Facing these protests against its austerity policies, the government proceeded to look for political alliances to sustain its rule. In January 2014, in accordance with a proposal by Princeton Lyman, the former US Special Envoy to Sudan, al-Bashir called for a national dialogue. His proposal envisaged an alliance between the regime and the opposition, whereby the latter would give up its attempts to overthrow the regime in return for sharing power. In Sudanese politics, this approach is known as the ‘soft landing approach’.

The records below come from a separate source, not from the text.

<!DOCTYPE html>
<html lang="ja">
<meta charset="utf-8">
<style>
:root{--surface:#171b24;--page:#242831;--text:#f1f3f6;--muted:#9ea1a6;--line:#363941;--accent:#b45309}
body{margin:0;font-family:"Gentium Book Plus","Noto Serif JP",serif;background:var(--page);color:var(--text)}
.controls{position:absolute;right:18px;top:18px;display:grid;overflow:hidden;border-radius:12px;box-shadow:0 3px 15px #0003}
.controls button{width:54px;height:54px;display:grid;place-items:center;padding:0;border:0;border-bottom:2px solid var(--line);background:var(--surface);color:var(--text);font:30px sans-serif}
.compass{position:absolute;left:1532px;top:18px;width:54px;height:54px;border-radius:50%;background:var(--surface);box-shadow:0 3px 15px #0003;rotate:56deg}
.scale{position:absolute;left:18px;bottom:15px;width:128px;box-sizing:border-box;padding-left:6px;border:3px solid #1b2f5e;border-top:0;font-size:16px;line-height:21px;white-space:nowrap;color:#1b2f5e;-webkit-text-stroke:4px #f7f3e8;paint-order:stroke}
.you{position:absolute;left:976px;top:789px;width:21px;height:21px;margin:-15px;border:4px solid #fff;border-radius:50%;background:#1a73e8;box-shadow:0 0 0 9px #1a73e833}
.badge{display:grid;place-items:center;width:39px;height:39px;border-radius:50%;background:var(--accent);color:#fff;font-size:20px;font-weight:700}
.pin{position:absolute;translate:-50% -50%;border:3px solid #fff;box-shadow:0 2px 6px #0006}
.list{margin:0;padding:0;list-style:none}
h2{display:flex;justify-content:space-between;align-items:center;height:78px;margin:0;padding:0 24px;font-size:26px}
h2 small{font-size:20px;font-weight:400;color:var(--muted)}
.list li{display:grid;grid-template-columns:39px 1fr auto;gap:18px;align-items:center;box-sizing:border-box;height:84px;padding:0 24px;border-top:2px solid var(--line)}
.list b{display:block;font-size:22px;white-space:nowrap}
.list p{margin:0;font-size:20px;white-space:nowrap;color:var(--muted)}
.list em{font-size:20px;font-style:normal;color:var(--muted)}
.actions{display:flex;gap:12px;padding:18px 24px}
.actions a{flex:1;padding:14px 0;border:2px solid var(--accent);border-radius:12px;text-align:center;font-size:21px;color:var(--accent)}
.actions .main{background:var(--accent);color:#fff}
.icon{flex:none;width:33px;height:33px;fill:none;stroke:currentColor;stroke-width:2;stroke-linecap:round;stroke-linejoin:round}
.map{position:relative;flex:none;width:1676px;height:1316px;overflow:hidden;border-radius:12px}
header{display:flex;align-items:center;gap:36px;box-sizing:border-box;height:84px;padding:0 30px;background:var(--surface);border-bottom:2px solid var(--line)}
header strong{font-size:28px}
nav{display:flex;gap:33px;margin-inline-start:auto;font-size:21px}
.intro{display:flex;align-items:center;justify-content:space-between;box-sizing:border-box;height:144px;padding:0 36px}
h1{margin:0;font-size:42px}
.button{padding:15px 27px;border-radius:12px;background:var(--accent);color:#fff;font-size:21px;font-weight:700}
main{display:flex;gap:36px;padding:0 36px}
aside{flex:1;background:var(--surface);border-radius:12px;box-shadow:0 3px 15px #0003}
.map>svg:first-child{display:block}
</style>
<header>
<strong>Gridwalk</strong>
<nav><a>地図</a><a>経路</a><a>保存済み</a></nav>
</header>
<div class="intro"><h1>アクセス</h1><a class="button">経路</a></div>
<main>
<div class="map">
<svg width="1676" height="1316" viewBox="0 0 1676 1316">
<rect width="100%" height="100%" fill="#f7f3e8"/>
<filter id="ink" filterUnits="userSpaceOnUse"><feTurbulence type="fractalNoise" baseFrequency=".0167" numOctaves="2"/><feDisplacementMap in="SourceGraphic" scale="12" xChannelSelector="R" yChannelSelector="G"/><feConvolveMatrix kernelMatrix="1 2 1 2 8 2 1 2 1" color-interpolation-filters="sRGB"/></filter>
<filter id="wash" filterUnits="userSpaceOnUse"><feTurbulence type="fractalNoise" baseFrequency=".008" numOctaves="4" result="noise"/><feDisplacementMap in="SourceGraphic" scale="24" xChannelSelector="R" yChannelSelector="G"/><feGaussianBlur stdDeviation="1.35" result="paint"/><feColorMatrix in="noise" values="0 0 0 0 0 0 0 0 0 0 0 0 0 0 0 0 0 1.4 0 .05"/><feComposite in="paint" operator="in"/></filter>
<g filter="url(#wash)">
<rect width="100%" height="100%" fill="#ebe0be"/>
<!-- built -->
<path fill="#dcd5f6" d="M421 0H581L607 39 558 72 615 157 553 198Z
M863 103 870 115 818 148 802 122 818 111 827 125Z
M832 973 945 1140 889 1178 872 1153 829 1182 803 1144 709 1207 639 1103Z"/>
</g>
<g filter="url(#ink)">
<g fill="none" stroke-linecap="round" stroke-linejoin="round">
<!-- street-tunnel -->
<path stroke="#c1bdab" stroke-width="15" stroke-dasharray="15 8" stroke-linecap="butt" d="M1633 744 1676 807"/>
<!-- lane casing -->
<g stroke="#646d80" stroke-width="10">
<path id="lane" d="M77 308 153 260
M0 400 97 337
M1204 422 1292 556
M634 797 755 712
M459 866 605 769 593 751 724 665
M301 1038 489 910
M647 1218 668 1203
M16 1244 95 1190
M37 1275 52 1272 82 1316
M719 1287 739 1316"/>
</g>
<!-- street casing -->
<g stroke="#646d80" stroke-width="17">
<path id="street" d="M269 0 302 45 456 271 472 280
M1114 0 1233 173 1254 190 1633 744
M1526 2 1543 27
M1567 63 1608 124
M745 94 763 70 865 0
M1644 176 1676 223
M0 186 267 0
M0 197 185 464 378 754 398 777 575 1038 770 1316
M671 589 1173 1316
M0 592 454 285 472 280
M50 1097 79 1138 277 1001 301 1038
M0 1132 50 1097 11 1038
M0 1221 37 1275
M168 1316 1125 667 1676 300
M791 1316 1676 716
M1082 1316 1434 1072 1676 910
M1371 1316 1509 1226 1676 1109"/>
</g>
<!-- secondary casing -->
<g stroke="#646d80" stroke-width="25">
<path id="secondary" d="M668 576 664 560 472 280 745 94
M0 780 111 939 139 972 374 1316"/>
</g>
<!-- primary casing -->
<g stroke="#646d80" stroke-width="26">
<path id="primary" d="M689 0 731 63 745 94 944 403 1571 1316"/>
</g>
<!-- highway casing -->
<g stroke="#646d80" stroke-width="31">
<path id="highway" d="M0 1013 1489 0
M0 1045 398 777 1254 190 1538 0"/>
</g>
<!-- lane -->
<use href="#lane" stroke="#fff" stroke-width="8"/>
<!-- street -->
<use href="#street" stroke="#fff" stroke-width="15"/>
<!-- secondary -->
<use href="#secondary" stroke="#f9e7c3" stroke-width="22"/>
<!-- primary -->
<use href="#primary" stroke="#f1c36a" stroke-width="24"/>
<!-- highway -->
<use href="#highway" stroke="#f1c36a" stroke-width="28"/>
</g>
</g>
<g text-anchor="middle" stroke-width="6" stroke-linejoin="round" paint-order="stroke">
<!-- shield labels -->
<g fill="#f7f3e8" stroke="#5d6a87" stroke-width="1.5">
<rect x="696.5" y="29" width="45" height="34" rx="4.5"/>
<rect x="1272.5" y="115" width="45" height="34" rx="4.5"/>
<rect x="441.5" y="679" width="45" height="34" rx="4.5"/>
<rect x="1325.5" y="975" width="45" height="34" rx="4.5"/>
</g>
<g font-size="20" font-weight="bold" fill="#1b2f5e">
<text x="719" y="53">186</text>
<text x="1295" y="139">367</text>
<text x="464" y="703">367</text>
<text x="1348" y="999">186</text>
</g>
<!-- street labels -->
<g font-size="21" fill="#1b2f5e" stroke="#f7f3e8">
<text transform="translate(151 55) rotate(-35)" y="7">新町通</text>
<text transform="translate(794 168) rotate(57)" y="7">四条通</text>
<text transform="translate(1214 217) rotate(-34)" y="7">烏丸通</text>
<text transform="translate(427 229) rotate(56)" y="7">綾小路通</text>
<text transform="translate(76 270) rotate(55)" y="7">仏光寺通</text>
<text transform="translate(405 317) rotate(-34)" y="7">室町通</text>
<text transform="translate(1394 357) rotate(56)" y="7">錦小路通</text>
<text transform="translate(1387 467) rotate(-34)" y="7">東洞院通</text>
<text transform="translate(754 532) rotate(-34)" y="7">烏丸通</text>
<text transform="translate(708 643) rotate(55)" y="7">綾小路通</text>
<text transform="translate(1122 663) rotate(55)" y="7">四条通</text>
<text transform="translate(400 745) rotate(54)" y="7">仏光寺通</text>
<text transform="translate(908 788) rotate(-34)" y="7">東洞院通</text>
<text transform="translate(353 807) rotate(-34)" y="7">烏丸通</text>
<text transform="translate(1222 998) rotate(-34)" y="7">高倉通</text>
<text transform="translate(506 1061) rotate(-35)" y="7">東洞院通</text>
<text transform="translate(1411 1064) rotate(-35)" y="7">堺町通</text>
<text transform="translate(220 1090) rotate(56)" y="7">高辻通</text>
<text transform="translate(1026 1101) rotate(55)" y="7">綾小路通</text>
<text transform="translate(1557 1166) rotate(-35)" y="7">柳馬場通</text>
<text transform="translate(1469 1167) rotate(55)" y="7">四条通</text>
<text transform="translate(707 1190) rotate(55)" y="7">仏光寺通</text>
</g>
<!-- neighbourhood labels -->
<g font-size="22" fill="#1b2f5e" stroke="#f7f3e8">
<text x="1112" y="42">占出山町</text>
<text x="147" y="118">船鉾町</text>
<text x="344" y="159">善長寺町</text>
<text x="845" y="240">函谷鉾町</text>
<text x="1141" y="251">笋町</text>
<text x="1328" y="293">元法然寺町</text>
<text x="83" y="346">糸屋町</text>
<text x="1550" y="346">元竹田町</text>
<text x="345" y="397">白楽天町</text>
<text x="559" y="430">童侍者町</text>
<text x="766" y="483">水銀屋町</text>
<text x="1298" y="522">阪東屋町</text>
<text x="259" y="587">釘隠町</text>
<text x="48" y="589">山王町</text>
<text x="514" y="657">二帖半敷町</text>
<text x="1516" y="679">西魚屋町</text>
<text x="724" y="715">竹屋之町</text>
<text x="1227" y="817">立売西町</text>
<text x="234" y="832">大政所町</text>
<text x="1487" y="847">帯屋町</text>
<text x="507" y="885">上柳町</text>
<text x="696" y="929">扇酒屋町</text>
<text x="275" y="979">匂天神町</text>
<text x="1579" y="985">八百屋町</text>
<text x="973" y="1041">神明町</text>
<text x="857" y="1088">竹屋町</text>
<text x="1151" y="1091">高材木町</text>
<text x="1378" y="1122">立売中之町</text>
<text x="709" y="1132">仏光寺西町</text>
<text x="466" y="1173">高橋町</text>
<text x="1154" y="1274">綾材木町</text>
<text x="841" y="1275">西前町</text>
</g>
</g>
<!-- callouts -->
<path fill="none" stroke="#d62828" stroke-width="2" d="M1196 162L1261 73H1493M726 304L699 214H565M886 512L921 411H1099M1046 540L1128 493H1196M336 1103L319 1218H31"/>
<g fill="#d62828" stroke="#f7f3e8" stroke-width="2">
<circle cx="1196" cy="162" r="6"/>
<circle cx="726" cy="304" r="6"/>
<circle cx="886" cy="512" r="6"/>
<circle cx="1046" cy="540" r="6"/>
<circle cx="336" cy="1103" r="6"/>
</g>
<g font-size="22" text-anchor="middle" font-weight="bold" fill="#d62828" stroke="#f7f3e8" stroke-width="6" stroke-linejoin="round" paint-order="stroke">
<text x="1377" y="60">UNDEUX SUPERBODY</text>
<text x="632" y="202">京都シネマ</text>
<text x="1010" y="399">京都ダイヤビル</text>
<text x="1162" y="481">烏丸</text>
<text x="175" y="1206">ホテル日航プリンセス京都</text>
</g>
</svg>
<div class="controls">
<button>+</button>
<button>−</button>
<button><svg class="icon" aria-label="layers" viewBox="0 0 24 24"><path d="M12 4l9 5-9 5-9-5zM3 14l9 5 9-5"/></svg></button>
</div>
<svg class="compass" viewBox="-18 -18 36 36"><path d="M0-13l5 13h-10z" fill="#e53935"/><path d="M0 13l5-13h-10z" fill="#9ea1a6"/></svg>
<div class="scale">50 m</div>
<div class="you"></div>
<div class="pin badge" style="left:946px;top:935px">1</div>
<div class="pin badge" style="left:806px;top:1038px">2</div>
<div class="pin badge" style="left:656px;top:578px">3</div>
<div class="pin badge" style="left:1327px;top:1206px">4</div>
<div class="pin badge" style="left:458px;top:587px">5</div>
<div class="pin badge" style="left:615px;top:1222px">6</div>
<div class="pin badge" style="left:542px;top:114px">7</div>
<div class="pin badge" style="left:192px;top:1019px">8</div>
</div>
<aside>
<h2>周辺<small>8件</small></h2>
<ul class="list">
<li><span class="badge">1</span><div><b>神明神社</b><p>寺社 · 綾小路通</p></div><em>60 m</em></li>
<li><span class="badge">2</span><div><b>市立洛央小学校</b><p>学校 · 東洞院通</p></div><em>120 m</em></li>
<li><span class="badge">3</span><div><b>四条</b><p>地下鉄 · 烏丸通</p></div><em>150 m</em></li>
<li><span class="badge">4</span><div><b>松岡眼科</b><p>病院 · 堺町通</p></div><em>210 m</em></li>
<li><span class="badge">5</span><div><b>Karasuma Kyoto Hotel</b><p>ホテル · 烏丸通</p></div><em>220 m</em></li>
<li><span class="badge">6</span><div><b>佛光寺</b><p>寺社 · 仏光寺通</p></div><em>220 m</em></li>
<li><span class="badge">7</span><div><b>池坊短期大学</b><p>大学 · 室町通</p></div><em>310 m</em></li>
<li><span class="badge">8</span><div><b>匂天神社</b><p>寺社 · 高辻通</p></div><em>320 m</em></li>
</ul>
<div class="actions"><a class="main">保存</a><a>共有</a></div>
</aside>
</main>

Lyman’s proposal failed and economic collapse continued. In response, the government continued its turn towards Gulf capital, whose need for arable lands coincided with the Sudanese regime’s need for economic support. Sudan’s subordination to the Gulf governments led to the transfer of large areas of Sudanese lands, which were emptied of their indigenous populations, to Gulf capital, and extended to its involvement in the Emirati and Saudi war in Yemen.
Anti-government protests continued during this time. These included protests against land grabs, a two-day strike in 2016 against the lifting of subsidies on medicines, and a journalists’ strike in 2017 against the confiscation of newspapers from printshops, and many others.
The previous passages have painted a picture of the economic situation Sudan entered into in 2018. During this period the regime transferred the country’s resources to its internal and external allies, through attritional investments and cheap exports. At the same time, it failed to provide basic healthcare and education services to those actually producing the wealth. The regime repeated the same approach to addressing the country’s economic failure: applying austerity measures and relying on citizens to treat the country’s economic failure.
The uprisings by the Sudanese against all forms of austerity measures in the 10 years that preceded the December 2018 uprising confirm that lack of economic justice was, and still is, the main driving force behind the Sudanese revolution. The Sudanese rose up in revolt against privatizations, the withdrawal of state subsidies, the lack of services, and increased bread prices. It was these policies which, on 19 December 2018, drove the students of Atbara Industrial School to the streets.